Long et al. (2015) argue that CNNs during classification tasks must learn useful feature representations, i.e., classification nets are capable to solve the context information retrieval task. Fully connected layers are inappropriate for semantic segmentation as they throw away the principle of localization. These two arguments motivate the use of FCNs that take the feature representation part of classification nets and convert fully connected layers into convolutions. During the contractive path, information gets compressed into coarse appearance/context information. However, in this process the dimensionality of the input is reduced massively. Skip connections are introduced to combine coarse, semantic information of deeper layers with finer, appearance information of early layers.
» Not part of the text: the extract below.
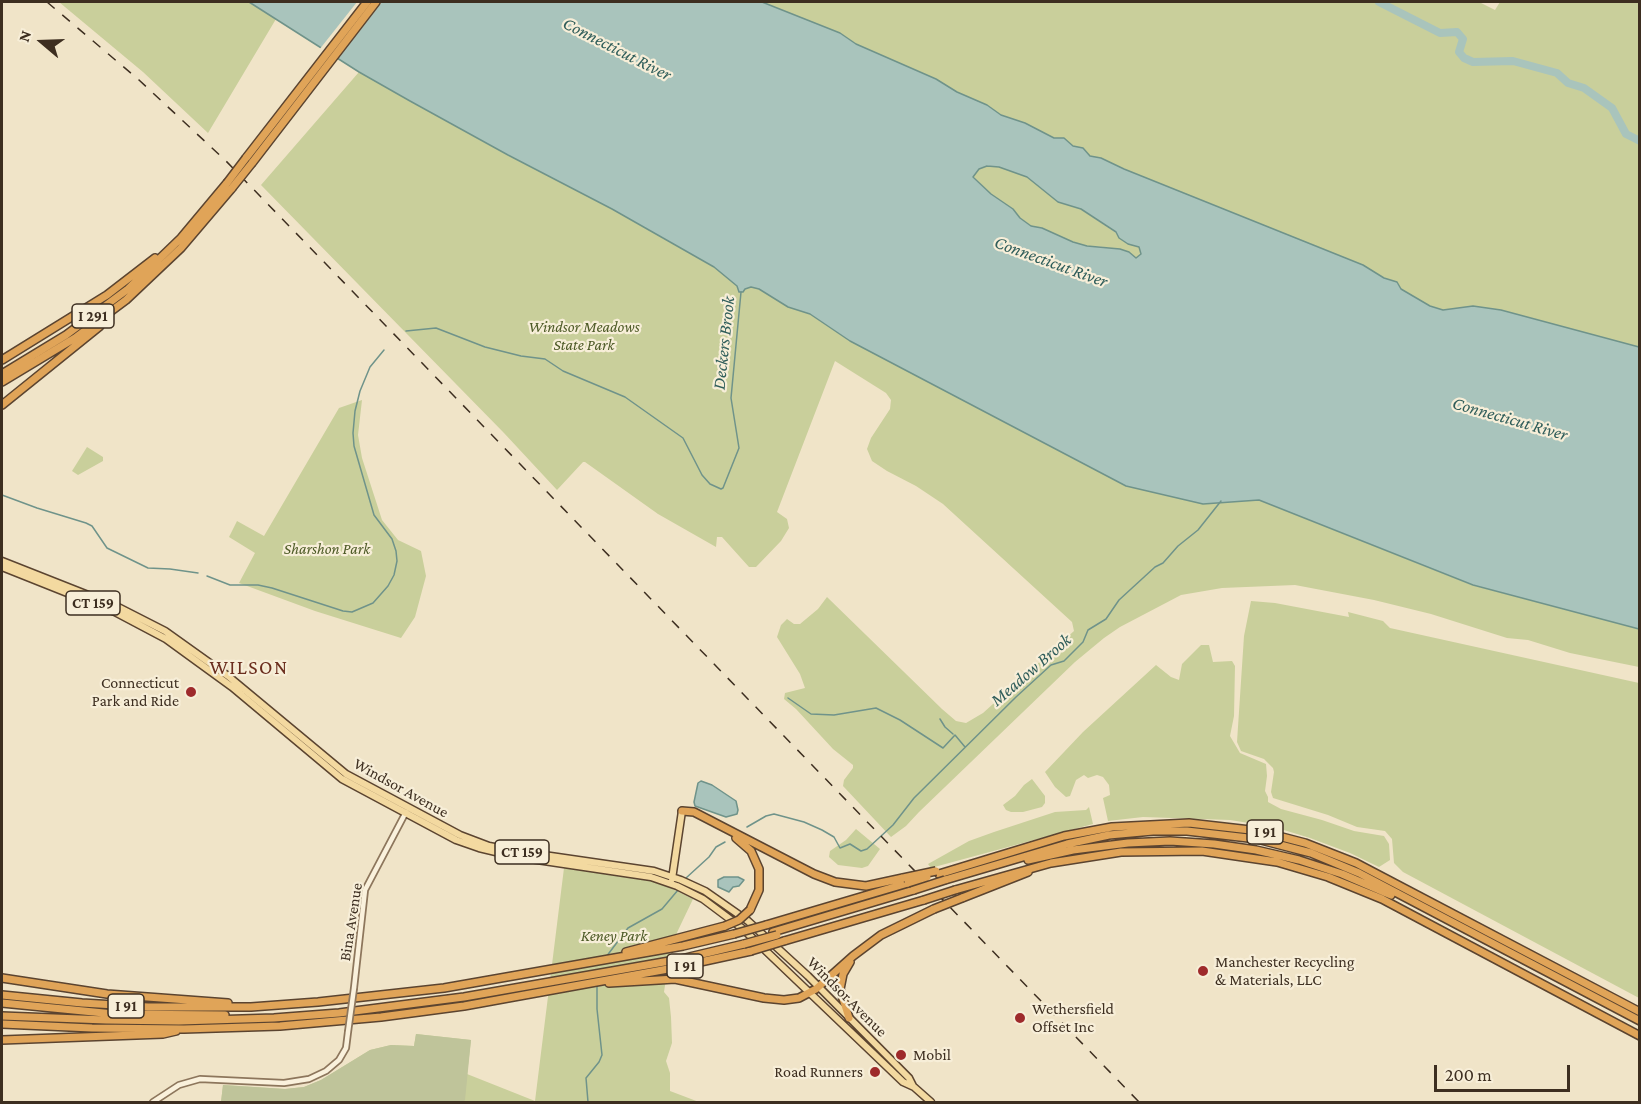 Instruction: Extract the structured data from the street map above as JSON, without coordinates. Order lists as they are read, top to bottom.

Thereby, the localization task is addressed.
Ronneberger et al. (2015) extend these ideas by essentially increasing the capacity of the decoder path. The symmetric architecture allows to combine low level feature maps (left side, fine information) with high level feature maps (right side, coarse information) more effectively such that context information can be better propagated to higher resolution layers (top right). As a result, more precise segmentations can be retrieved even with few training examples, indicating that the optimization problem is better posed in U-Nets.
Implementatation
Ronneberger et al. (2015) demonstrated U-Net application results for three different segmentation tasks and open-sourced their original U-Net implementation (or rather the ready trained network). The whole training process and data augmentation procedures are not provided (except for overlap-tile segmentation). The following reimplementation aims to give an understanding of the whole paper (data augmentation and training process included), while being as simple as possible. Note that there are lots of open-source U-Net reimplementations out there, however most of them are already modified versions.
EM Dataset
Only the first task of the three different U-Net applications is reimplemented: The segmentation of neuronal structures in electron microscopic (EM) recordings. The training data consists of 30 images (\(512 \times 512\) pixels with 8-bit grayscale) from the ventral nerve cord of some species of fruit flies together with the corresponding 30 binary segmentation masks (white pixels for segmented objects, black for the rest), see gif below. The dataset formed part of the 2D EM segmentation challenge at the ISBI 2012 conference. Although the workshop competition is done, the challenge remains open for new contributions. Further details about the data can be found at the ISBI Challenge website, where also the training and test data can be downloaded (after registration).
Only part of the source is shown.